Dataset excerpts:
==*==
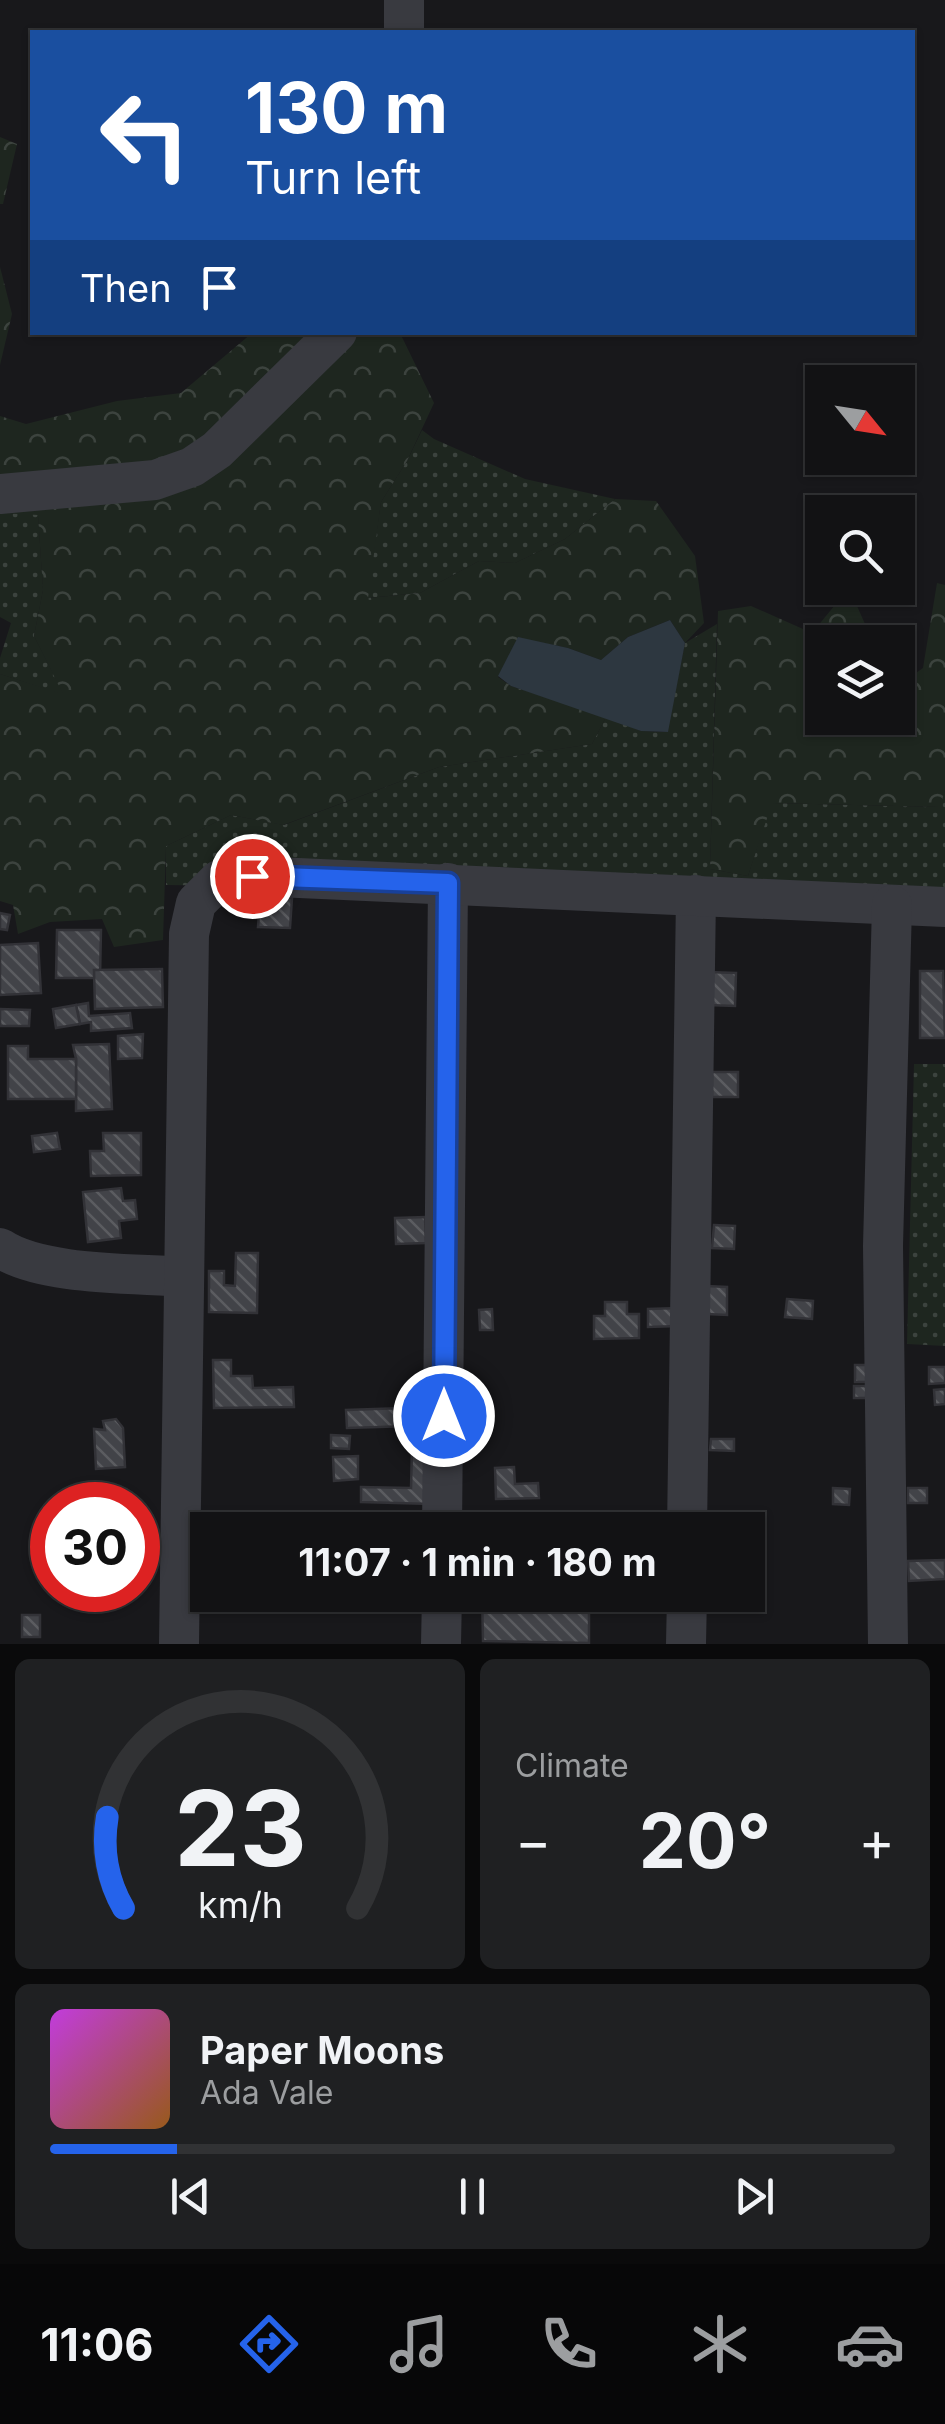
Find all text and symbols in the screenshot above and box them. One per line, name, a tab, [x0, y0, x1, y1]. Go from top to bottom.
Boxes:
text: 130 m	[245, 65, 448, 150]
icon: left	[80, 70, 210, 200]
text: Turn left	[245, 150, 421, 205]
icon: arrive	[192, 260, 247, 315]
text: Then	[80, 265, 172, 311]
north arrow	[805, 365, 915, 475]
map controls	[805, 365, 915, 735]
button: search	[805, 495, 915, 605]
button: layers	[805, 625, 915, 735]
pin	[210, 834, 295, 919]
icon: arrive	[225, 849, 280, 904]
position arrow	[392, 1364, 496, 1468]
speed limit sign: 30	[30, 1482, 160, 1612]
text: 11:07 · 1 min · 180 m	[298, 1539, 657, 1585]
text: Climate	[515, 1746, 629, 1785]
text: 23	[174, 1765, 306, 1891]
text: 20°	[639, 1795, 771, 1886]
text: −	[515, 1808, 551, 1874]
text: +	[859, 1808, 895, 1874]
text: km/h	[198, 1883, 282, 1927]
text: Paper Moons	[200, 2027, 444, 2073]
text: Ada Vale	[200, 2073, 333, 2112]
icon: previous	[163, 2169, 218, 2224]
icon: pause	[445, 2169, 500, 2224]
icon: next	[727, 2169, 782, 2224]
icon: directions	[234, 2309, 304, 2379]
icon: music	[384, 2309, 454, 2379]
icon: phone	[534, 2309, 604, 2379]
icon: climate	[685, 2309, 755, 2379]
icon: car	[835, 2309, 905, 2379]
text: 11:06	[40, 2317, 154, 2372]

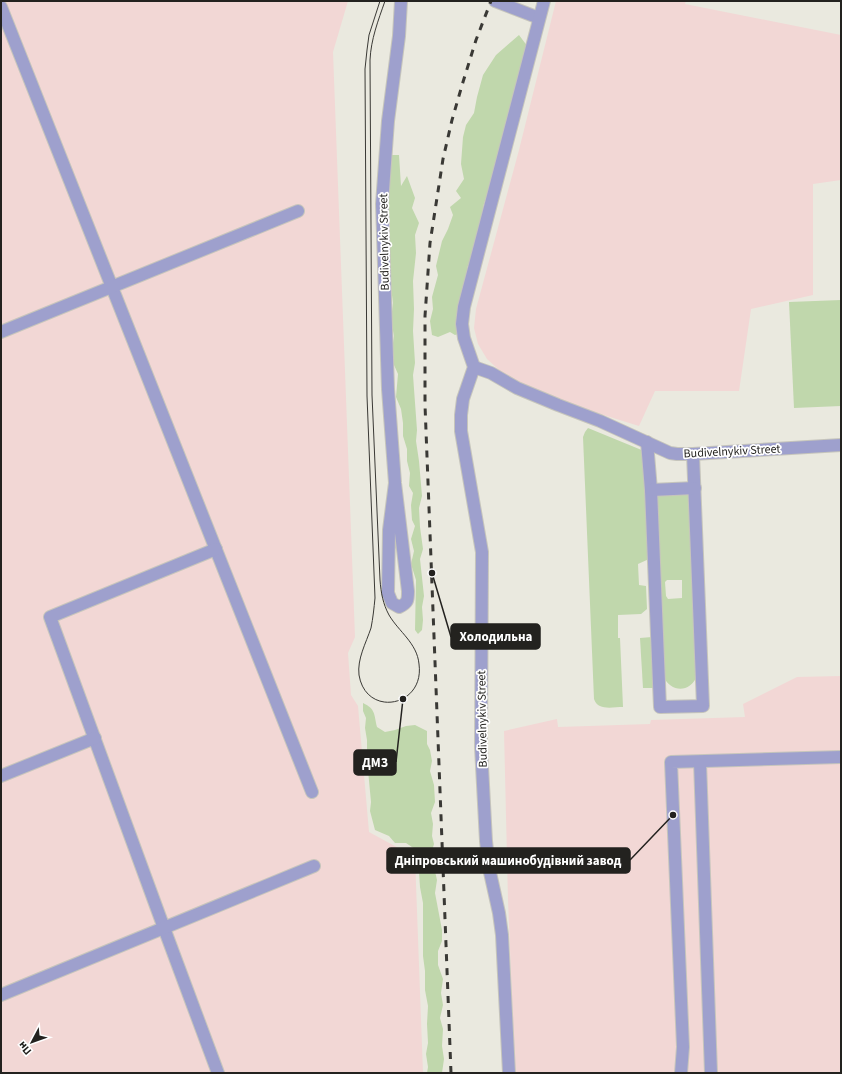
==*==
• [WORK REQUEST]
Each line of the data should be printed again exactly. Please leave pictures out.

• [SOLUTION BELOW]
Find all text and symbols in the screenshot above and box them. One per line, name, a tab, [x0, y0, x1, y1]. Go from top to bottom.
Boxes:
text: 130 m	[245, 65, 448, 150]
icon: left	[80, 70, 210, 200]
text: Turn left	[245, 150, 421, 205]
icon: arrive	[192, 260, 247, 315]
text: Then	[80, 265, 172, 311]
north arrow	[805, 365, 915, 475]
map controls	[805, 365, 915, 735]
button: search	[805, 495, 915, 605]
button: layers	[805, 625, 915, 735]
pin	[210, 834, 295, 919]
icon: arrive	[225, 849, 280, 904]
position arrow	[392, 1364, 496, 1468]
speed limit sign: 30	[30, 1482, 160, 1612]
text: 11:07 · 1 min · 180 m	[298, 1539, 657, 1585]
text: Climate	[515, 1746, 629, 1785]
text: 23	[174, 1765, 306, 1891]
text: 20°	[639, 1795, 771, 1886]
text: −	[515, 1808, 551, 1874]
text: +	[859, 1808, 895, 1874]
text: km/h	[198, 1883, 282, 1927]
text: Paper Moons	[200, 2027, 444, 2073]
text: Ada Vale	[200, 2073, 333, 2112]
icon: previous	[163, 2169, 218, 2224]
icon: pause	[445, 2169, 500, 2224]
icon: next	[727, 2169, 782, 2224]
icon: directions	[234, 2309, 304, 2379]
icon: music	[384, 2309, 454, 2379]
icon: phone	[534, 2309, 604, 2379]
icon: climate	[685, 2309, 755, 2379]
icon: car	[835, 2309, 905, 2379]
text: 11:06	[40, 2317, 154, 2372]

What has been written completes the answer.